### Instructions for the task
Look through the data below and extract, unchanged, the lines from the one that contains "position:relative; width:1371px; height:961px;" to the one that contains "translate:-50% -50%; white-space:nowrap;", both included.

Supplied material Start Marker

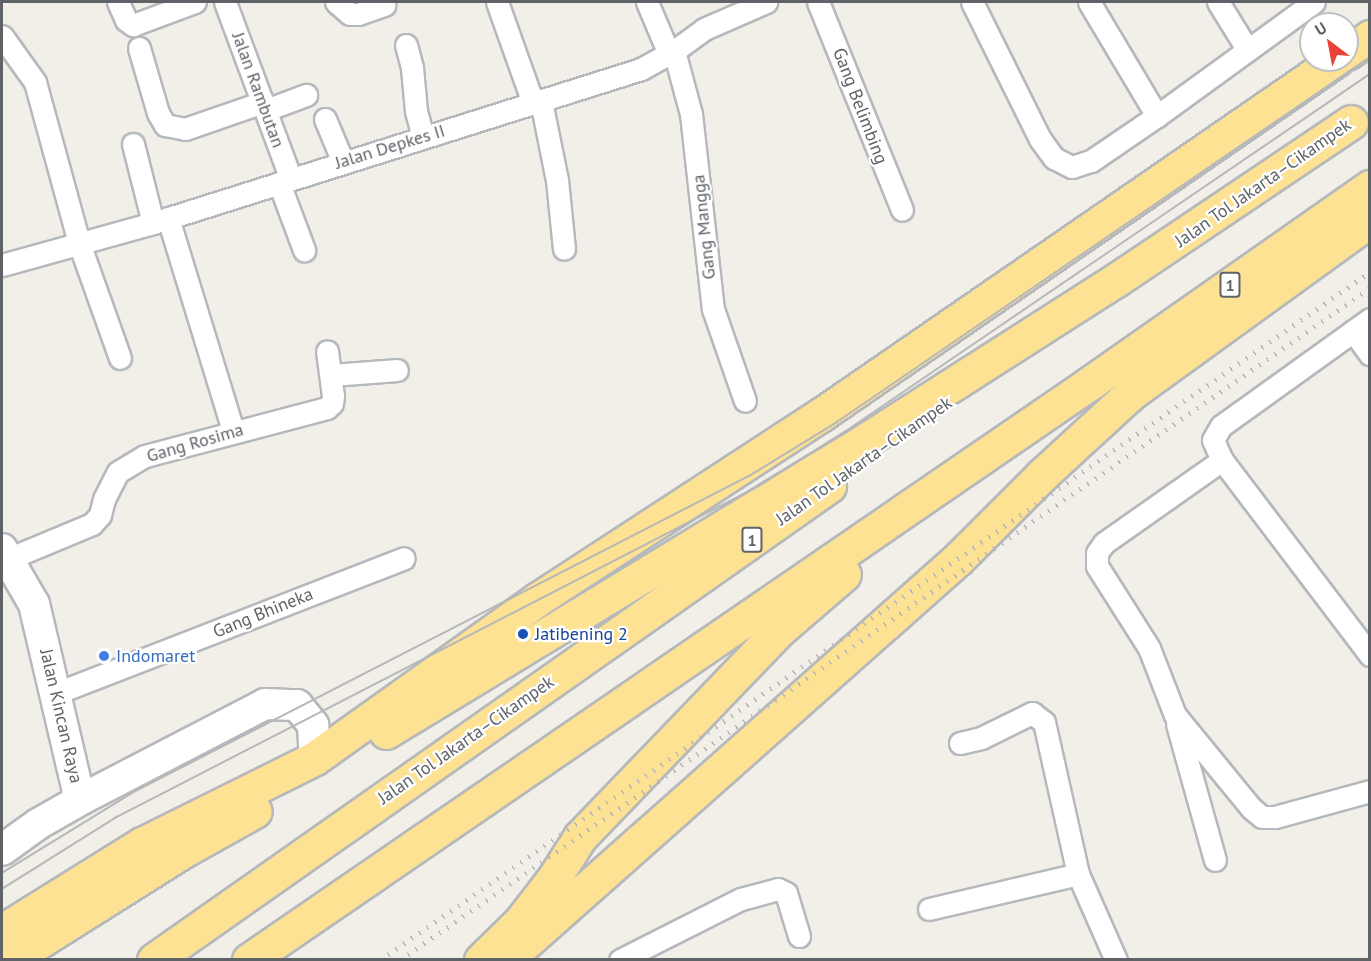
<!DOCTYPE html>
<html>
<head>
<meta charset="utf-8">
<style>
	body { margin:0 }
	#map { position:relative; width:1371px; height:961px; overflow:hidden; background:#f1efe8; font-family:"PT Sans",sans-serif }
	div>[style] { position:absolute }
	.roads { filter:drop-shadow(2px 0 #b5b8bc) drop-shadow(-2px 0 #b5b8bc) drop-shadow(0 2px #b5b8bc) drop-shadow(0 -2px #b5b8bc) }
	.minor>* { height:21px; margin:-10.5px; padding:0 10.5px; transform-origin:10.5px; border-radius:10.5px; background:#fff }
	.secondary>* { height:30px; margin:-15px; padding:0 15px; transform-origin:15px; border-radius:15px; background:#fff }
	.motorway>* { height:33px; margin:-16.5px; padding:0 16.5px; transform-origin:16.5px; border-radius:16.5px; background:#fde293 }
	.tram>* { height:1.5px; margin:-0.75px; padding:0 0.75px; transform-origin:0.75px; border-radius:0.75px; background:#b6b7b8 }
	.rail>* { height:4.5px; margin-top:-2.25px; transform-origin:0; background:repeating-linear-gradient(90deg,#b6b7b8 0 1.5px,transparent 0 9.5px) }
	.dots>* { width:16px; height:16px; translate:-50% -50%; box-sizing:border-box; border:3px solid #fff; border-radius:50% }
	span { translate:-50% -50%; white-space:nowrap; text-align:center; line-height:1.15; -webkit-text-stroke:4.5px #fff; paint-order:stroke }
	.shield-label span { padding:2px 4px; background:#fff; border:2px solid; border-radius:4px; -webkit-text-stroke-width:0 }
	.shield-label { font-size:16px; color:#5f6368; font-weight:700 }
	.street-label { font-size:18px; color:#5f6368 }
	.transit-label { font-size:18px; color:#164399 }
	.left { translate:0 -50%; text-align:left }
	.shop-label { font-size:18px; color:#366cbe }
	.frame { position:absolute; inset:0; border:3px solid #5f6368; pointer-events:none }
	.north { position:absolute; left:1299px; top:12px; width:60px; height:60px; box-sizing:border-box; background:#fff; border:2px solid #bfc1c3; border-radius:50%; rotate:328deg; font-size:16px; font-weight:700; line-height:24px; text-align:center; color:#5f6368 }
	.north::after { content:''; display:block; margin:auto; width:21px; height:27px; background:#ea4335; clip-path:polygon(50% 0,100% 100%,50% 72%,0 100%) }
</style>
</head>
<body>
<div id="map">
	<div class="roads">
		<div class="minor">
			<i style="left:118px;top:2px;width:20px;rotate:66deg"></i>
			<i style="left:126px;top:20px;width:9px;rotate:36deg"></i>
			<i style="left:133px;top:25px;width:66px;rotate:-20.4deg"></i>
			<i style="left:225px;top:2px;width:189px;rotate:69.6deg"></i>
			<i style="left:336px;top:2px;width:18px;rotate:41deg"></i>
			<i style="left:350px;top:14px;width:8px"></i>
			<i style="left:358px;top:14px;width:28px;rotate:-19deg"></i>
			<i style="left:497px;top:2px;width:107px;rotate:70.4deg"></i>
			<i style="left:647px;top:2px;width:56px;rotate:67.1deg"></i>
			<i style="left:818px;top:2px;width:224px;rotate:68deg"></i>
			<i style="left:972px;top:2px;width:153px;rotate:63.6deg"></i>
			<i style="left:1040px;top:139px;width:24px;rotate:54deg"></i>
			<i style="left:1054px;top:158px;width:20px;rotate:27deg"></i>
			<i style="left:1072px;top:167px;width:20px;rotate:-18deg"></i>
			<i style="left:1091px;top:161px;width:80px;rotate:-34.3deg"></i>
			<i style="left:1157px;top:116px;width:194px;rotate:-36deg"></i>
			<i style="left:1089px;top:2px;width:133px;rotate:59.2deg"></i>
			<i style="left:1218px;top:2px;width:55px;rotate:58.3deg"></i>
			<i style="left:2px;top:36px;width:57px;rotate:54.3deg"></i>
			<i style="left:35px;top:82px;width:167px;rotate:74.7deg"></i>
			<i style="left:79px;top:243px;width:122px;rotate:70.4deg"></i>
			<i style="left:406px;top:45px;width:24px;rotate:75deg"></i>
			<i style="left:412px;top:68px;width:43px;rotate:84.7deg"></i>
			<i style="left:416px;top:111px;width:27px;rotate:75deg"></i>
			<i style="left:139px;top:48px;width:68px;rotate:73.7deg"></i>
			<i style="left:158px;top:113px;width:14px;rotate:60deg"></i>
			<i style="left:165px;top:125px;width:20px;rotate:11deg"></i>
			<i style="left:185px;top:129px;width:83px;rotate:-19.1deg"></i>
			<i style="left:674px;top:51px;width:65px;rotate:74.9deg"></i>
			<i style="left:691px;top:114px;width:196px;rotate:83.6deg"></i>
			<i style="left:713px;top:309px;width:97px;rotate:70.8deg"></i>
			<i style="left:541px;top:101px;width:81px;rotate:78.6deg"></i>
			<i style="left:557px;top:180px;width:69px;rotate:84.2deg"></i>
			<i style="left:266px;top:110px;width:43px;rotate:-20.6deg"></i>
			<i style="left:325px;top:119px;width:47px;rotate:67.3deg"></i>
			<i style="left:133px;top:144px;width:81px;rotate:75.8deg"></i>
			<i style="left:279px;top:183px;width:72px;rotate:69.5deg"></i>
			<i style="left:168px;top:218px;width:223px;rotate:73deg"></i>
			<i style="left:2px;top:265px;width:157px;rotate:-15.5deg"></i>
			<i style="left:153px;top:223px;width:512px;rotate:-17.51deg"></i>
			<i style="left:641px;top:69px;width:38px;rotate:-29deg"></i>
			<i style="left:674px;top:51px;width:37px;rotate:-36deg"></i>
			<i style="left:704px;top:29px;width:68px;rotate:-23.5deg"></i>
			<i style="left:1370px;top:319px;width:183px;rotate:144.3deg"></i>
			<i style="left:1221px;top:426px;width:16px;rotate:120deg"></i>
			<i style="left:1213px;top:440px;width:22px;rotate:66deg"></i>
			<i style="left:1222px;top:460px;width:144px;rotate:144.9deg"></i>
			<i style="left:1104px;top:543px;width:12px;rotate:125deg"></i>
			<i style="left:1097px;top:553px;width:13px;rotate:90deg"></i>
			<i style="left:1097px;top:566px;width:97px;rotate:57.6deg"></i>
			<i style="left:1149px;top:648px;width:72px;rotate:68.8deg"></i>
			<i style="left:1175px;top:715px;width:120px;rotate:50.7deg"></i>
			<i style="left:1251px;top:808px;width:14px;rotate:39deg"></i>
			<i style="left:1262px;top:817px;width:13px"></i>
			<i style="left:1275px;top:817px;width:98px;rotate:-15.3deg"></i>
			<i style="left:1353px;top:331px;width:29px;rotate:54deg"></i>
			<i style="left:332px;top:375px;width:65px;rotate:-4.4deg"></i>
			<i style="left:1222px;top:460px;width:245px;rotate:52.8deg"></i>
			<i style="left:8px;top:559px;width:91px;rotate:-22.6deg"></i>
			<i style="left:92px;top:524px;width:12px;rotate:-48deg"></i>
			<i style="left:100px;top:515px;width:16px;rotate:-76deg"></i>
			<i style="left:104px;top:499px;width:30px;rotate:-63deg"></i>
			<i style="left:118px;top:472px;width:31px;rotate:-31deg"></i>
			<i style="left:145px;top:456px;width:188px;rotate:-14.8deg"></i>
			<i style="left:327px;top:408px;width:7px;rotate:-45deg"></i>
			<i style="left:332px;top:403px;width:7px;rotate:-82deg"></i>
			<i style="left:333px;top:396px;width:45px;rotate:-97.6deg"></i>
			<i style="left:54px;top:694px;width:375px;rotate:-21.2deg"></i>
			<i style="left:1177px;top:724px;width:141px;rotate:74.4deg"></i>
			<i style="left:960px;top:743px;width:22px;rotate:-13deg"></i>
			<i style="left:981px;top:738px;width:57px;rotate:-26.1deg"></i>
			<i style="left:1032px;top:713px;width:15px;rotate:37deg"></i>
			<i style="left:1044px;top:722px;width:156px;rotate:77.4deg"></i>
			<i style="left:1078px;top:874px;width:94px;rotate:66.2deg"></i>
			<i style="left:929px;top:909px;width:153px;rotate:-13.2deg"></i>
			<i style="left:620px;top:960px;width:136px;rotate:-26.8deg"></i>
			<i style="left:741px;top:899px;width:38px;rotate:-15deg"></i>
			<i style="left:778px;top:889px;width:9px;rotate:27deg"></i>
			<i style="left:786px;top:893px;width:45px;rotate:73.2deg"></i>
		</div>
		<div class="secondary">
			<i style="left:2px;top:549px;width:64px;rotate:59.8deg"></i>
			<i style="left:34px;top:604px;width:201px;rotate:76.8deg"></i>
			<i style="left:2px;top:850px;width:44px;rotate:-35.8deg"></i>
			<i style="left:38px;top:824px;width:48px;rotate:-29.7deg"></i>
			<i style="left:80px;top:800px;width:208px;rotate:-27.4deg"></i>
			<i style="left:265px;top:704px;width:32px;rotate:2deg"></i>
			<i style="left:297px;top:705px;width:26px;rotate:51deg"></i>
			<i style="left:313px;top:725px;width:33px;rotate:87deg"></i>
		</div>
		<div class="motorway">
			<i style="left:1347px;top:53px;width:28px;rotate:-35deg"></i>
			<i style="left:386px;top:732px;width:556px;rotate:-31.32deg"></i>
			<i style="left:861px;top:443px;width:303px;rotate:-32.6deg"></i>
			<i style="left:1116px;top:280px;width:283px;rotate:-33.9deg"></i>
			<i style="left:2px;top:931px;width:165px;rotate:-31.9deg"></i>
			<i style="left:142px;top:844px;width:193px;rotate:-26.4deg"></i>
			<i style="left:315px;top:758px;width:274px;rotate:-35.5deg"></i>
			<i style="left:538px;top:599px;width:339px;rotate:-33.1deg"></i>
			<i style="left:822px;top:414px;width:624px;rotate:-34.56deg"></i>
			<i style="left:10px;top:960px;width:204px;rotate:-32.2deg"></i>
			<i style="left:183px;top:851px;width:82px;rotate:-29.1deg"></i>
			<i style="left:154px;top:960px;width:825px;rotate:-35.08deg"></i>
			<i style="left:249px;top:960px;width:1020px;rotate:-34.45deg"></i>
			<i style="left:1090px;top:383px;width:342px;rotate:-35deg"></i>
			<i style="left:481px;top:960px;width:54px;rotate:-44.3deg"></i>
			<i style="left:520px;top:922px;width:56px;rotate:-52.3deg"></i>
			<i style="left:554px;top:878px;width:49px;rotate:-57.6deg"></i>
			<i style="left:580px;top:837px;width:286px;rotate:-46.1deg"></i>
			<i style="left:778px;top:631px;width:87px;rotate:-40.8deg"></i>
			<i style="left:506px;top:960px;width:604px;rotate:-41.58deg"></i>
			<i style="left:958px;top:559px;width:119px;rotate:-45deg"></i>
			<i style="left:1042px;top:475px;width:120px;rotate:-42.6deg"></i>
			<i style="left:1130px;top:394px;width:296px;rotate:-35.9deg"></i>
		</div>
	</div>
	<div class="tram">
		<i style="left:2px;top:873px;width:153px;rotate:-31.6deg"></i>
		<i style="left:132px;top:793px;width:696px;rotate:-27.19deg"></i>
		<i style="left:751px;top:475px;width:101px;rotate:-31.6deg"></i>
		<i style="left:837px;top:422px;width:646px;rotate:-34.4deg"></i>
		<i style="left:2px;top:889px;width:136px;rotate:-32.1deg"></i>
		<i style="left:117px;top:817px;width:722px;rotate:-27.27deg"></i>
		<i style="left:759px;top:486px;width:103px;rotate:-32.3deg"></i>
		<i style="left:846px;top:431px;width:634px;rotate:-34.27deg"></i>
	</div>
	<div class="rail">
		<i style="left:380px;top:960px;width:1206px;rotate:-34.8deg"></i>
		<i style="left:400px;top:960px;width:1180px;rotate:-34.71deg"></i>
	</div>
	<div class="dots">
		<i style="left:523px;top:634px;background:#1a4fb4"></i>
		<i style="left:104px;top:656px;background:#3f7fe0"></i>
	</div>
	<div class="shield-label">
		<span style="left:1230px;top:285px">1</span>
		<span style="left:752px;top:540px">1</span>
	</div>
	<div class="street-label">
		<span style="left:258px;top:90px;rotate:70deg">Jalan Rambutan</span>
		<span style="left:860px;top:106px;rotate:69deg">Gang Belimbing</span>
		<span style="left:390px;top:147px;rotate:-17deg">Jalan Depkes II</span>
		<span style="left:1263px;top:183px;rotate:-35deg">Jalan Tol Jakarta–Cikampek</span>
		<span style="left:704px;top:227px;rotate:-96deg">Gang Mangga</span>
		<span style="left:195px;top:443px;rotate:-16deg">Gang Rosima</span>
		<span style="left:864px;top:461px;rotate:-35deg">Jalan Tol Jakarta–Cikampek</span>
		<span style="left:263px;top:613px;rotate:-22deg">Gang Bhineka</span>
		<span style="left:61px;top:716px;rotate:77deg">Jalan Kincan Raya</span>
		<span style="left:466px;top:740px;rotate:-35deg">Jalan Tol Jakarta–Cikampek</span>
	</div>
	<div class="transit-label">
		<span class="left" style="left:535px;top:634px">Jatibening 2</span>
	</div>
	<div class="shop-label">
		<span class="left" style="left:116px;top:656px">Indomaret</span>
	</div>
	<div class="frame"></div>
	<div class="north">U</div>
</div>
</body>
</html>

Supplied material End Marker

### Task solution
	#map { position:relative; width:1371px; height:961px; overflow:hidden; background:#f1efe8; font-family:"PT Sans",sans-serif }
	div>[style] { position:absolute }
	.roads { filter:drop-shadow(2px 0 #b5b8bc) drop-shadow(-2px 0 #b5b8bc) drop-shadow(0 2px #b5b8bc) drop-shadow(0 -2px #b5b8bc) }
	.minor>* { height:21px; margin:-10.5px; padding:0 10.5px; transform-origin:10.5px; border-radius:10.5px; background:#fff }
	.secondary>* { height:30px; margin:-15px; padding:0 15px; transform-origin:15px; border-radius:15px; background:#fff }
	.motorway>* { height:33px; margin:-16.5px; padding:0 16.5px; transform-origin:16.5px; border-radius:16.5px; background:#fde293 }
	.tram>* { height:1.5px; margin:-0.75px; padding:0 0.75px; transform-origin:0.75px; border-radius:0.75px; background:#b6b7b8 }
	.rail>* { height:4.5px; margin-top:-2.25px; transform-origin:0; background:repeating-linear-gradient(90deg,#b6b7b8 0 1.5px,transparent 0 9.5px) }
	.dots>* { width:16px; height:16px; translate:-50% -50%; box-sizing:border-box; border:3px solid #fff; border-radius:50% }
	span { translate:-50% -50%; white-space:nowrap; text-align:center; line-height:1.15; -webkit-text-stroke:4.5px #fff; paint-order:stroke }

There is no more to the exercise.